Ada pun kisah yang lain dari kebangkitan selain dari kebangkitan Yesus yaitu kebangkitan Lazarus. Kisah Lazarus adalah kisah seseorang yang telah mati dan telah dikuburkan tetapi dibangkitkan lagi, tetapi sekalipun demikian kisah Lazarus tersebut tidak menunjukan Lazarus sebagai tokoh yang memiliki tubuh kemuliaan yang serupa seperti Yesus.[9] Dalam kisah kebangkitan Lazarus, Yesus membangkitkan Lazarus tetapi sebagai manusia yang akan mati kembali. Tujuan dari kebangkitan Yesus dan kebangkitan Lazarus, sangatlah berbeda.[9] Yohanes layaknya ingin memaparkan kisah kebangkitan Lazarus sebagai bukti dari kemuliaan Tuhan yang ada pada Yesus.[9] Pada kebangkitan Lazarus, bukan menunjukan kemuliaan dari Lazarus tetapi menunjukan kemuliaan Yesus.[9] Layaknya kebangkitan Lazarus merupakan salah satu dari mujizat pelayanan yang Yesus lakukan.[9] Kebangkitan Lazarus adalah hasil dari perwujudan tubuh kemuliaan Yesus yang dapat melakukan mujizat.[9] Tubuh kebangkitan Lazarus ada karena ada tubuh kemuliaan Yesus. Tubuh kebangkitan Lazarus adalah bukti tubuh kemuliaan Yesus.[9]

Referensi

  1. ^ a b c d e f g h (Inggris) Riemer Roukema. Jesus, Gnosis and Dogma. 2010. New York: I and I Clark. Hal. 98-99.
  2. ^ a b c d e f g h i j k l m n o p q r s t u v w x (Indonesia) Samuel Hakh. Melihat Kemuliaan Tuhan'. 2003. Jakarta:UPI. Hal. 17-83.
  3. ^ a b c (Indonesia) Road Sagala. Firman Menjadi Daging. 2009. Jakarta: Perkantas. Hal. 32-33.
  4. ^ (Inggris) Rudolf Schnackenburg. The Gospel According to Saint John. 1990. New York: Cross. Hal. 266.
  5. ^ a b c d (Indonesia) D. Guthrie. Yohanes dalam buku Tafsiran Alkitab Masa kini 3: Matius-Wahyu. 2008. Jakarta:Yayasan Komunikasi Bina Kasih. Hal. 261-321.
  6. ^ (Indonesia) Linwood Urban. Sejarah Ringkas Pemikiran Kristen. 2009. Jakarta: BPK Gunung Mulia. Hal. 47.

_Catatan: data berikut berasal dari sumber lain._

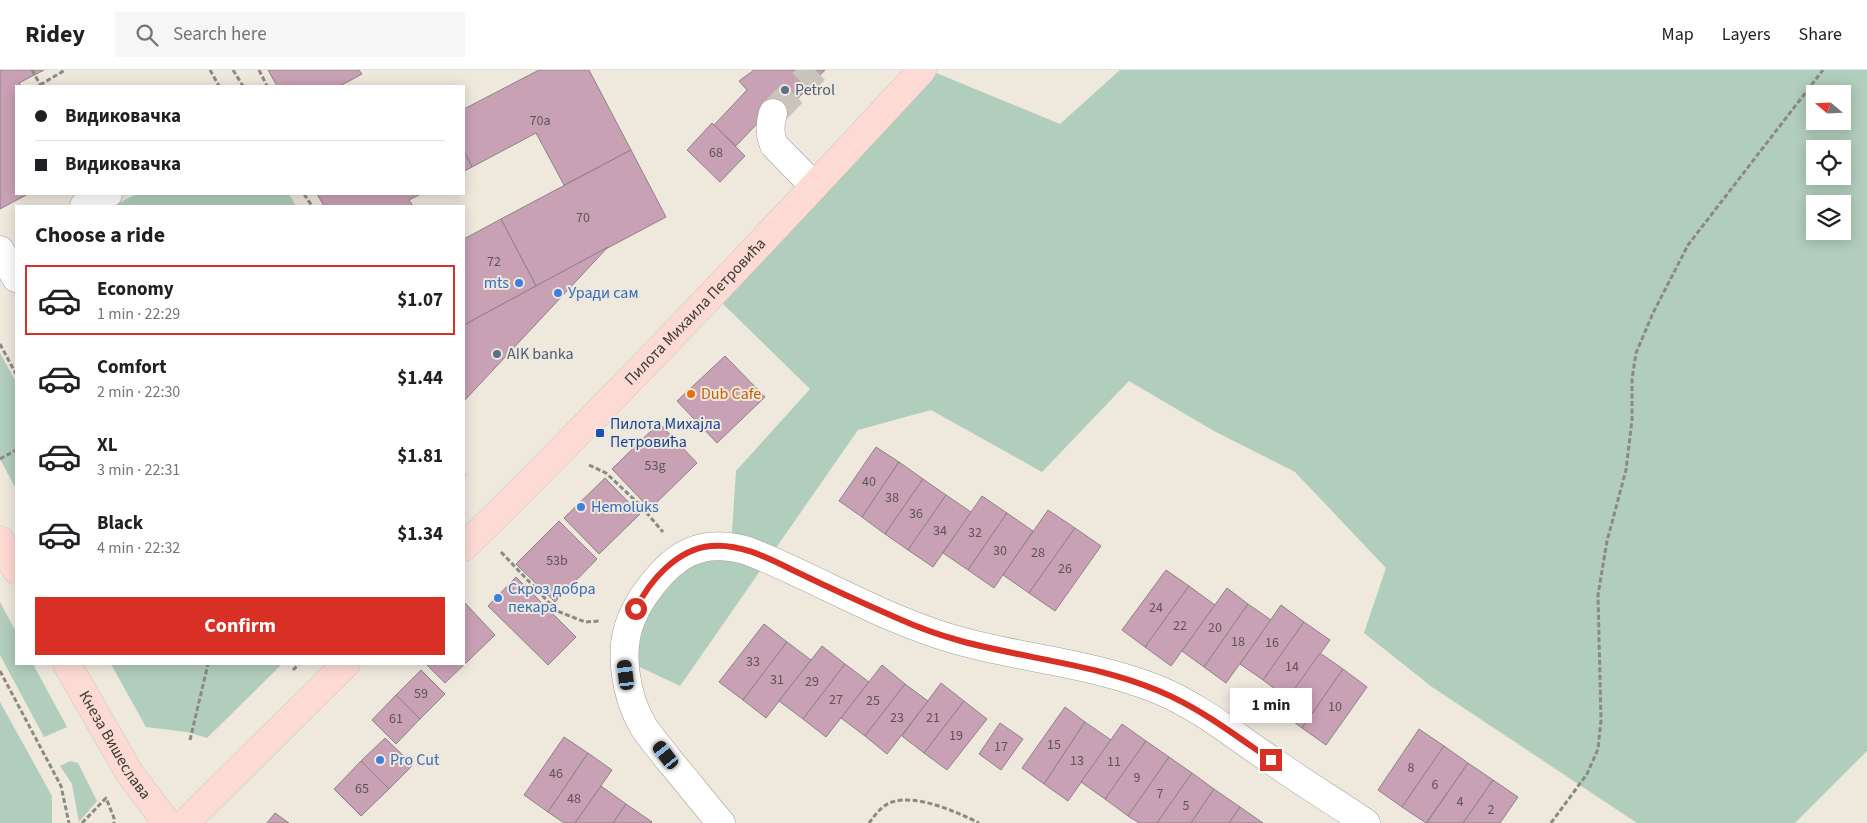 <!DOCTYPE html>
<meta charset="utf-8">
<style>
:root{--surface:#fff;--page:#f6f6f6;--text:#202124;--muted:#757577;--line:#e0e0e0;--accent:#d93025}
body{margin:0;font-family:"Source Sans 3",sans-serif;background:var(--page);color:var(--text);height:100vh;display:flex;flex-direction:column;font-size:19px;white-space:nowrap}
*{box-sizing:border-box;margin:0}
p{font-size:16px;color:var(--muted)}
.icon{flex:none;width:28px;height:28px;fill:none;stroke:currentColor;stroke-width:2;stroke-linecap:round;stroke-linejoin:round}
.map{position:relative;flex:1;overflow:hidden}
.details{position:absolute;left:15px;top:135px;width:450px;height:460px;display:flex;flex-direction:column;background:var(--surface);border-radius:0px;box-shadow:0 2px 12px #0003}
.details>*{flex:none}
.guide{position:absolute;left:15px;top:15px;width:450px;height:110px;border-radius:0px;box-shadow:0 2px 12px #0003;display:grid;align-content:center;height:110px;padding:0 20px;background:var(--surface)}
.needle{width:32px;rotate:289deg}
.controls{position:absolute;left:1806px;top:15px;display:grid;gap:10px}
.controls a{display:grid;place-items:center;width:45px;height:45px;border-radius:0px;background:var(--surface);box-shadow:0 2px 12px #0003;font-size:25px}
.end{position:absolute;width:22px;height:22px;margin:-11px;border:6px solid #d93025;background:#fff;box-shadow:0 0 0 2px #fff}
.from{border-radius:50%}
.bubble{position:absolute;height:35px;border-radius:0px;background:var(--surface);box-shadow:0 2px 12px #0003;font-size:16px;font-weight:700;line-height:35px;text-align:center}
.car{position:absolute;width:15px;height:30px;margin:-15px -8px;border-radius:6px;box-shadow:0 0 4px 1px #0007;background:linear-gradient(#222 24%,#8ab4d8 0 40%,#222 0 76%,#8ab4d8 0 86%,#222 0)}
.guide b{display:flex;align-items:center;gap:18px;height:48px;font-size:19px}
.guide b+b{border-top:1px solid var(--line)}
.guide i{width:12px;height:12px;background:var(--text)}
ul{padding:0;list-style:none}
li{display:flex;align-items:center;gap:15px;height:70px;margin:0 10px 8px;padding:0 10px;border:2px solid transparent;border-radius:0px}
li div{flex:1}
li b{display:block;font-size:19px}
li em{font-style:normal;font-weight:700}
li.current{border-color:var(--accent)}
li>.icon{width:45px;height:45px;stroke-width:1.5}
h2{padding:0 20px;font-size:22px;line-height:60px}
.button{display:flex;gap:10px;margin-top:auto;padding:10px 20px}
.button a{flex:1;height:58px;border-radius:0px;background:var(--accent);color:#fff;font-size:20px;font-weight:700;line-height:58px;text-align:center}
header{display:flex;align-items:center;gap:30px;box-sizing:border-box;height:70px;padding:0 25px;background:var(--surface);border-bottom:1px solid var(--line)}
header strong{font-size:24px}
nav{display:flex;gap:28px;margin-inline-start:auto;font-size:18px}
.search{width:350px;height:45px;background:var(--page);display:flex;align-items:center;gap:12px;box-sizing:border-box;padding:0 18px;border-radius:0px;color:var(--muted);font-size:19px}
.map>svg:first-child{display:block}
</style>
<header>
<strong>Ridey</strong>
<div class="search"><svg class="icon" aria-label="search" viewBox="0 0 24 24"><circle cx="10" cy="10" r="6"/><path d="M15 15l6 6"/></svg>Search here</div>
<nav><a>Map</a><a>Layers</a><a>Share</a></nav>
</header>
<div class="map">
<svg width="1867" height="753" viewBox="0 0 1867 753">
<rect width="100%" height="100%" fill="#eee8dd"/>
<g fill="#b1cdbb" fill-rule="evenodd">
<path d="M929 0 1060 54 1120 0H1867V681L1795 753H1637L1432 617 1364 563 1386 498 1295 402 1214 361 1129 311 1042 402 931 340 858 360 680 616 625 590 657 508 731 476 736 401 810 319 713 224ZM1815 24H1842V51H1815ZM1815 79H1842V106H1815ZM1815 134H1842V161H1815Z"/>
<path d="M137 124H289L296 136H113Z"/>
<path d="M0 283 16 312V419L0 389Z"/>
<path d="M0 532 16 562V594H33L67 657 44 667 0 585Z"/>
<path d="M111 594H282L207 668 187 662 146 657Z"/>
<path d="M0 632 52 726V753H0Z"/>
<path d="M70 691 78 693 97 731 79 752 72 714 60 696Z"/>
</g>
<g fill="#c9a1b4" stroke="#8e8287">
<path d="M0 0H44L19 13 21 16H16V124H28L0 139Z"/>
<path d="M268 0H359L362 4 340 16H277Z"/>
<path d="M539 0H589L631 80 564 115 536 63 472 97 464 81V39Z"/>
<path d="M754 0H825L779 48 770 40 736 76 714 55 747 20 739 11Z"/>
<path d="M712 53 745 86 720 112 687 80Z"/>
<path d="M631 80 666 147 536 216 501 149Z"/>
<path d="M464 81 472 97 464 101Z"/>
<path d="M317 124H421L409 130 413 136H324Z"/>
<path d="M501 149 536 216 464 255V169Z"/>
<path d="M608 177 464 331V255Z"/>
<path d="M725 286 765 327 717 373 677 331Z"/>
<path d="M659 353 697 393 650 439 612 399Z"/>
<path d="M876 377 899 392 862 447 839 431Z"/>
<path d="M899 392 923 409 885 464 862 447Z"/>
<path d="M605 408 640 444 599 484 564 448Z"/>
<path d="M923 409 946 425 908 480 885 464Z"/>
<path d="M946 425 971 442 933 497 908 480Z"/>
<path d="M982 426 1007 443 968 500 943 483Z"/>
<path d="M1048 440 1075 458 1029 523 1003 505Z"/>
<path d="M1007 443 1033 461 994 518 968 500Z"/>
<path d="M559 451 597 489 555 532 516 494Z"/>
<path d="M1075 458 1101 476 1055 541 1029 523Z"/>
<path d="M1166 500 1189 516 1145 577 1122 560Z"/>
<path d="M516 507 576 567 548 595 488 536Z"/>
<path d="M1189 516 1215 535 1171 596 1145 577Z"/>
<path d="M1227 518 1248 534 1204 597 1182 581Z"/>
<path d="M465 533 495 565 445 613 426 594H464V535Z"/>
<path d="M1248 534 1271 550 1226 613 1204 597Z"/>
<path d="M1281 535 1304 552 1263 610 1240 594Z"/>
<path d="M1304 552 1330 570 1288 629 1263 610Z"/>
<path d="M764 554 787 572 743 630 719 612Z"/>
<path d="M787 572 811 590 766 648 743 630Z"/>
<path d="M822 576 845 594 803 649 779 631Z"/>
<path d="M1320 583 1343 599 1302 658 1279 641Z"/>
<path d="M845 594 869 612 826 667 803 649Z"/>
<path d="M882 595 905 614 865 666 841 648Z"/>
<path d="M1343 599 1367 617 1326 675 1302 658Z"/>
<path d="M421 600 445 624 420 649 396 625Z"/>
<path d="M941 613 964 631 924 683 902 666Z"/>
<path d="M905 614 928 631 887 684 865 666Z"/>
<path d="M396 625 420 649 396 674 372 650Z"/>
<path d="M964 631 987 649 947 700 924 683Z"/>
<path d="M1065 637 1085 652 1044 714 1022 698Z"/>
<path d="M1085 652 1111 670 1068 731 1044 714Z"/>
<path d="M1000 653 1023 669 1001 700 979 684Z"/>
<path d="M1122 654 1146 671 1105 729 1081 712Z"/>
<path d="M1419 659 1444 676 1402 737 1378 720Z"/>
<path d="M564 667 588 683 548 742 524 725Z"/>
<path d="M385 668 413 695 389 719 361 691Z"/>
<path d="M1146 671 1169 687 1128 746 1105 729Z"/>
<path d="M1444 676 1468 693 1426 753 1402 737Z"/>
<path d="M588 683 612 700 575 753H564L548 742Z"/>
<path d="M1169 687 1192 703 1157 753H1139L1128 746Z"/>
<path d="M361 691 389 719 361 746 334 719Z"/>
<path d="M1468 693 1493 710 1463 753H1427Z"/>
<path d="M1192 703 1214 719 1191 753H1157Z"/>
<path d="M1493 710 1518 727 1500 753H1463Z"/>
<path d="M601 716 626 734 613 753H575Z"/>
<path d="M1214 719 1240 737 1229 753H1191Z"/>
<path d="M626 734 652 752 651 753H613Z"/>
<path d="M1240 737 1263 753H1229Z"/>
<path d="M275 743 289 753H267Z"/>
</g>
<g fill="none" stroke-linecap="round" stroke-linejoin="round">
<path stroke="#cac5bb" stroke-width="28" stroke-dasharray="28 14" stroke-linecap="butt" d="M773 43 815 0"/>
<g stroke="#a39e94" stroke-width="29">
<g id="minor">
<path d="M773 43C770 55 769 63 774 75L814 116"/>
<path d="M84 136 108 124"/>
<path d="M0 180 16 208"/>
<path d="M721 753C703 732 686 710 668 689 660 678 650 667 643 656 626 627 618 581 631 550 638 532 649 517 662 503 687 476 714 471 748 481 819 509 886 551 960 571 1026 589 1095 594 1159 620 1200 637 1235 666 1271 690 1302 712 1335 732 1366 753"/>
</g>
</g>
<g stroke="#c8c8c6" stroke-width="29">
<g id="major">
<path d="M0 470 16 500"/>
<path id="s1" d="M464 477C621 323 772 162 922 0"/>
<path id="s2" d="M67 594 130 704 167 753"/>
<path d="M185 753 346 594"/>
</g>
</g>
<g stroke="#8d8981" stroke-width="3" stroke-dasharray="5 2.5" stroke-linecap="butt">
<path d="M32 0 41 16"/>
<path d="M210 0 219 16"/>
<path d="M233 0 243 16"/>
<path d="M259 0 267 16"/>
<path d="M40 15 65 0"/>
<path d="M304 124 312 136"/>
<path d="M0 274 16 304"/>
<path d="M0 389 16 380"/>
<path d="M589 395 606 403 640 435 663 462"/>
<path d="M464 404V406"/>
<path d="M501 482 557 541 585 552 599 551"/>
<path d="M293 600 299 594"/>
<path d="M0 601 61 716 69 753"/>
<path d="M190 670 208 594"/>
<path d="M82 753 106 728 114 748V753"/>
<path d="M869 753C875 745 882 735 892 732 917 724 957 742 979 753"/>
<path d="M1551 753 1587 704 1598 679 1601 650 1598 525 1607 471 1626 400 1632 350V309L1636 283 1653 243 1688 175 1823 0"/>
</g>
<use href="#minor" stroke="#fff" stroke-width="28"/>
<use href="#major" stroke="#fedad4" stroke-width="28"/>
</g>
<g fill="none" stroke-linecap="round" stroke-linejoin="round">
<path stroke="#d93025" stroke-width="6" d="M636 539C649 511 677 479 711 476 744 473 775 492 803 505 834 520 865 534 897 548 917 557 939 565 961 571 1026 589 1096 594 1159 621 1200 638 1235 665 1271 690"/>
</g>
<g fill="#5c6f8a" stroke="#eee8dd" stroke-width="2">
<circle cx="785" cy="20" r="5"/>
<circle cx="497" cy="284" r="5"/>
</g>
<g fill="#3f7fe0" stroke="#eee8dd" stroke-width="2">
<circle cx="519" cy="213" r="5"/>
<circle cx="558" cy="223" r="5"/>
<circle cx="581" cy="437" r="5"/>
<circle cx="498" cy="528" r="5"/>
<circle cx="380" cy="690" r="5"/>
</g>
<circle fill="#e8710a" stroke="#eee8dd" stroke-width="2" cx="691" cy="324" r="5"/>
<rect fill="#1a4fb4" stroke="#eee8dd" stroke-width="2" x="595" y="358" width="10" height="10" rx="2.5"/>
<g text-anchor="middle" dominant-baseline="central" stroke-width="4" stroke-linejoin="round" paint-order="stroke">
<g font-size="14" fill="#5f5455">
<text x="540" y="51">70a</text>
<text x="716" y="83">68</text>
<text x="583" y="148">70</text>
<text x="494" y="192">72</text>
<text x="655" y="396">53g</text>
<text x="869" y="412">40</text>
<text x="892" y="428">38</text>
<text x="916" y="444">36</text>
<text x="940" y="461">34</text>
<text x="975" y="463">32</text>
<text x="1000" y="481">30</text>
<text x="1038" y="483">28</text>
<text x="557" y="491">53b</text>
<text x="1065" y="499">26</text>
<text x="1156" y="538">24</text>
<text x="1180" y="556">22</text>
<text x="1215" y="558">20</text>
<text x="1238" y="572">18</text>
<text x="1272" y="573">16</text>
<text x="753" y="592">33</text>
<text x="1292" y="597">14</text>
<text x="777" y="610">31</text>
<text x="812" y="612">29</text>
<text x="421" y="624">59</text>
<text x="836" y="630">27</text>
<text x="873" y="631">25</text>
<text x="1335" y="637">10</text>
<text x="897" y="648">23</text>
<text x="933" y="648">21</text>
<text x="396" y="649">61</text>
<text x="956" y="666">19</text>
<text x="1054" y="675">15</text>
<text x="1001" y="677">17</text>
<text x="1077" y="691">13</text>
<text x="1114" y="692">11</text>
<text x="1411" y="698">8</text>
<text x="556" y="704">46</text>
<text x="1137" y="708">9</text>
<text x="1435" y="715">6</text>
<text x="362" y="719">65</text>
<text x="1160" y="724">7</text>
<text x="574" y="729">48</text>
<text x="1460" y="732">4</text>
<text x="1186" y="736">5</text>
<text x="1491" y="740">2</text>
</g>
<g font-size="16" fill="#4e5e75" stroke="#eee8dd" text-anchor="start">
<text x="795" y="20">Petrol</text>
<text x="507" y="284">AIK banka</text>
</g>
<g font-size="16" fill="#366cbe" stroke="#eee8dd" text-anchor="start">
<text x="509" y="213" text-anchor="end">mts</text>
<text x="568" y="223">Уради сам</text>
<text x="591" y="437">Hemoluks</text>
<text x="508" y="519">Скроз добра<tspan x="508" dy="18">пекара</tspan></text>
<text x="390" y="690">Pro Cut</text>
</g>
<g font-size="16" fill="#3c3a35" stroke="#eee8dd">
<text stroke="none"><textPath href="#s1" startOffset="330">Пилота Михаила Петровића</textPath></text>
<text stroke="none"><textPath href="#s2" startOffset="94">Кнеза Вишеслава</textPath></text>
</g>
<g font-size="16" fill="#c56008" stroke="#eee8dd" text-anchor="start">
<text x="701" y="324">Dub Cafe</text>
</g>
<g font-size="16" fill="#164399" stroke="#eee8dd" text-anchor="start">
<text x="610" y="354">Пилота Михајла<tspan x="610" dy="18">Петровића</tspan></text>
</g>
</g>
</svg>
<div class="controls">
<a><svg class="needle" viewBox="-14 -14 28 28"><path d="M0-13l5 13h-10z" fill="#e53935"/><path d="M0 13l5-13h-10z" fill="#757577"/></svg></a>
<a><svg class="icon" aria-label="locate" viewBox="0 0 24 24"><circle cx="12" cy="12" r="6"/><path d="M12 2v4M12 18v4M2 12h4M18 12h4"/></svg></a>
<a><svg class="icon" aria-label="layers" viewBox="0 0 24 24"><path d="M12 4l9 5-9 5-9-5zM3 14l9 5 9-5"/></svg></a>
</div>
<i class="end from" style="left:636px;top:539px"></i>
<i class="end" style="left:1271px;top:690px"></i>
<div class="bubble" style="left:1230px;top:618px;width:82px">1 min</div>
<i class="car" style="left:626px;top:605px;rotate:353deg"></i>
<i class="car" style="left:666px;top:685px;rotate:323deg"></i>
<div class="guide">
<b><i class="from"></i>Видиковачка</b>
<b><i></i>Видиковачка</b>
</div>
<section class="details">
<h2>Choose a ride</h2>
<ul>
<li class="current"><svg class="icon" aria-label="car" viewBox="0 0 24 24"><path d="M5 17H2v-5l4-1 3-4h7l3 4 3 1v5h-3M9 17h6M6 11h13"/><circle cx="7" cy="17" r="2"/><circle cx="17" cy="17" r="2"/></svg><div><b>Economy</b><p>1 min · 22:29</p></div><em>$1.07</em></li>
<li><svg class="icon" aria-label="car" viewBox="0 0 24 24"><path d="M5 17H2v-5l4-1 3-4h7l3 4 3 1v5h-3M9 17h6M6 11h13"/><circle cx="7" cy="17" r="2"/><circle cx="17" cy="17" r="2"/></svg><div><b>Comfort</b><p>2 min · 22:30</p></div><em>$1.44</em></li>
<li><svg class="icon" aria-label="car" viewBox="0 0 24 24"><path d="M5 17H2v-5l4-1 3-4h7l3 4 3 1v5h-3M9 17h6M6 11h13"/><circle cx="7" cy="17" r="2"/><circle cx="17" cy="17" r="2"/></svg><div><b>XL</b><p>3 min · 22:31</p></div><em>$1.81</em></li>
<li><svg class="icon" aria-label="car" viewBox="0 0 24 24"><path d="M5 17H2v-5l4-1 3-4h7l3 4 3 1v5h-3M9 17h6M6 11h13"/><circle cx="7" cy="17" r="2"/><circle cx="17" cy="17" r="2"/></svg><div><b>Black</b><p>4 min · 22:32</p></div><em>$1.34</em></li>
</ul>
<div class="button"><a>Confirm</a></div>
</section>
</div>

  7. ^ a b (Indonesia) Guido Tisera. Firman Telah Menjadi Daging. 1992. Jogyakarta: Kanisius. Hal. 109.
  8. ^ a b c d e f g (Indonesia) John F. Walvoord. Yesus Kristus adalah Tuhan Kita (terj.). 1969. Surabaya:Yakin. Hal. 189-190.
  9. ^ a b c d e f g (Inggris) Andrew T. Lincoln. The Lazarus Story: A Literary Perspective dalam buku The Gospel of John and Christian Theology. 2008. United Kingdom: William B. Eermans Publishing Company. Hal. 216-237.